Gauss Circle Primes
Thomas Ehrenborg
TL;DR
This work introduces Gauss Circle Primes, primes among the lattice-point counts $C(r)$ in Gauss's circle problem, and studies their distribution up to $n$. It combines classical circle-counting bounds with a probabilistic model to argue that the Gauss Circle Prime count $\kappa(n)$ grows on the order of $\frac{n}{\log n}$, corroborated by data showing $\pi(n) > \kappa(n) > \frac{n}{\log n}$ for large $n$ and $\kappa(n)$ closely tracking $\pi(n)$. A heuristic derivation links $\kappa(n)$ to the prime-counting function by considering $C(k) \approx \pi k^2$ and the oddness of $C(k)$, explaining why $\kappa(n)$ should mirror $\pi(n)$ asymptotically. The paper also outlines future directions, including twin Gauss Circle Primes, infinitude conjectures, connections to Skewes-type behavior, and higher-dimensional analogues, highlighting potential implications for number theory and cryptography.
Abstract
Given a circle of radius $r$ centered at the origin, the Gauss Circle Problem concerns counting the number of lattice points $C(r)$ within this circle. It is known that as $r$ grows large, the number of lattice points approaches $πr^2$, that is, the area of the circle.
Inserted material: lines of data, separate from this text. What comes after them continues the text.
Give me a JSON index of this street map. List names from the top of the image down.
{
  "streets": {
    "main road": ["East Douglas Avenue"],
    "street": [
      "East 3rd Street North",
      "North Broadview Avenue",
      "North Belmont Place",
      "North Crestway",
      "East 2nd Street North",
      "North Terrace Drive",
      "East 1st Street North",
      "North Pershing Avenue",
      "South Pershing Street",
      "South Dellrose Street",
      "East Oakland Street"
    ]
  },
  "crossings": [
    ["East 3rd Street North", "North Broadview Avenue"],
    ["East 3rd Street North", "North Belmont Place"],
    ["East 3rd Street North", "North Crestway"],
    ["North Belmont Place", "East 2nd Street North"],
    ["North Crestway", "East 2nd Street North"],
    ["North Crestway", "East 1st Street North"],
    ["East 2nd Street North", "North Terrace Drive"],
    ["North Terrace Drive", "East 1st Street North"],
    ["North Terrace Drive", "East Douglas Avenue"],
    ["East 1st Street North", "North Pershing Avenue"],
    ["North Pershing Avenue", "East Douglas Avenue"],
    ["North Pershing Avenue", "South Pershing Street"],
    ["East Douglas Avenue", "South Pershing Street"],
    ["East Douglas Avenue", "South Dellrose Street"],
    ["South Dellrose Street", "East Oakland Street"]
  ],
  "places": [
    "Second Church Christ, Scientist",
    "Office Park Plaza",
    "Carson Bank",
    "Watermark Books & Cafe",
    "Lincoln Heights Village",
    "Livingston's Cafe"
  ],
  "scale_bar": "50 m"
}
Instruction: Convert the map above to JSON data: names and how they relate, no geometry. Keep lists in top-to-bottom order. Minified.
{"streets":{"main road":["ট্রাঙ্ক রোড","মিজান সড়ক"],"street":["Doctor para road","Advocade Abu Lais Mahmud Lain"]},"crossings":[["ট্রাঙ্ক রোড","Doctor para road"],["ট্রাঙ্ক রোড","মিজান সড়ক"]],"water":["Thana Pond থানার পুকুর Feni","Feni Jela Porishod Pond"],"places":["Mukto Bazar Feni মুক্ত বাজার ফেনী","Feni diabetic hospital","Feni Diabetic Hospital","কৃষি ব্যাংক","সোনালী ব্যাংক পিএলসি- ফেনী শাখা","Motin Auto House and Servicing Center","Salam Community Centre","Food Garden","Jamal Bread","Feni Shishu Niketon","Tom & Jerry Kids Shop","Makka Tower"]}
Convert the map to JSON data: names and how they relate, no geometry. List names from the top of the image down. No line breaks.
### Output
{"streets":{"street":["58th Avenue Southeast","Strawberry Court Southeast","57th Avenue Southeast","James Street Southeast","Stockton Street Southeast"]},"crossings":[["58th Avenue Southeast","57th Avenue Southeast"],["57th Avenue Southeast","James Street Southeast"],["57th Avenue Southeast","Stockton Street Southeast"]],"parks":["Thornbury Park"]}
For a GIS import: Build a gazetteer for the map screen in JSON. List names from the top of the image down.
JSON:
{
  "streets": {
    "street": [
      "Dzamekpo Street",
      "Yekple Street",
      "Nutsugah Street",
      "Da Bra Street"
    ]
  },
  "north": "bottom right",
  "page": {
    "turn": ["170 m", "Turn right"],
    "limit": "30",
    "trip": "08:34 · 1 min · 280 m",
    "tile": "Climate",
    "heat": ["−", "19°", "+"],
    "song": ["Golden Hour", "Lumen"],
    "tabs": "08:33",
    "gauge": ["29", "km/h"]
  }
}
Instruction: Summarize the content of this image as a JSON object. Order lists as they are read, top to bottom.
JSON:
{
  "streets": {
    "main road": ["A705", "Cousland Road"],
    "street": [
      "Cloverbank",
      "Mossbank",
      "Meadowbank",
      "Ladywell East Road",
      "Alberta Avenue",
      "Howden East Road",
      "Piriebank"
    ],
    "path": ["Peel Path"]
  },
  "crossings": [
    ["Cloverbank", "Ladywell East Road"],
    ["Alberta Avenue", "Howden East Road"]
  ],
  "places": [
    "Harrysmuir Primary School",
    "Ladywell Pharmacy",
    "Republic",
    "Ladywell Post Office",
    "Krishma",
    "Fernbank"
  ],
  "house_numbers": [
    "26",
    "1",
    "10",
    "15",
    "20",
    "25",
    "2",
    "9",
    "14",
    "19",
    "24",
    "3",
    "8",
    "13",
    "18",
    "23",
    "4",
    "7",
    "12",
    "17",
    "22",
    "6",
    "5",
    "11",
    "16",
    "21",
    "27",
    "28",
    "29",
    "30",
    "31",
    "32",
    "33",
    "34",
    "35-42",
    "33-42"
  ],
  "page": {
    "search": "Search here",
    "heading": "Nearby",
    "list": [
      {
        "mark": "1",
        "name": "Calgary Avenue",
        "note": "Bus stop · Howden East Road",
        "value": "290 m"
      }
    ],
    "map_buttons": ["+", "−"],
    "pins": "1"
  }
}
The present research is to study how often $C(r)$ will return a prime number of lattice points for $r \leq n$. The Prime Number Theorem predicts that the number of primes less than or equal to $n$ is asymptotic to $\frac{n}{\log n}$. We find that the number of Gauss Circle Primes for $r \leq n$ is also of order $\frac{n}{\log n}$ for $n \leq 2 \times 10^6$. We include a heuristic argument that the Gauss Circle Primes can be approximated by $\frac{n}{\log n}$.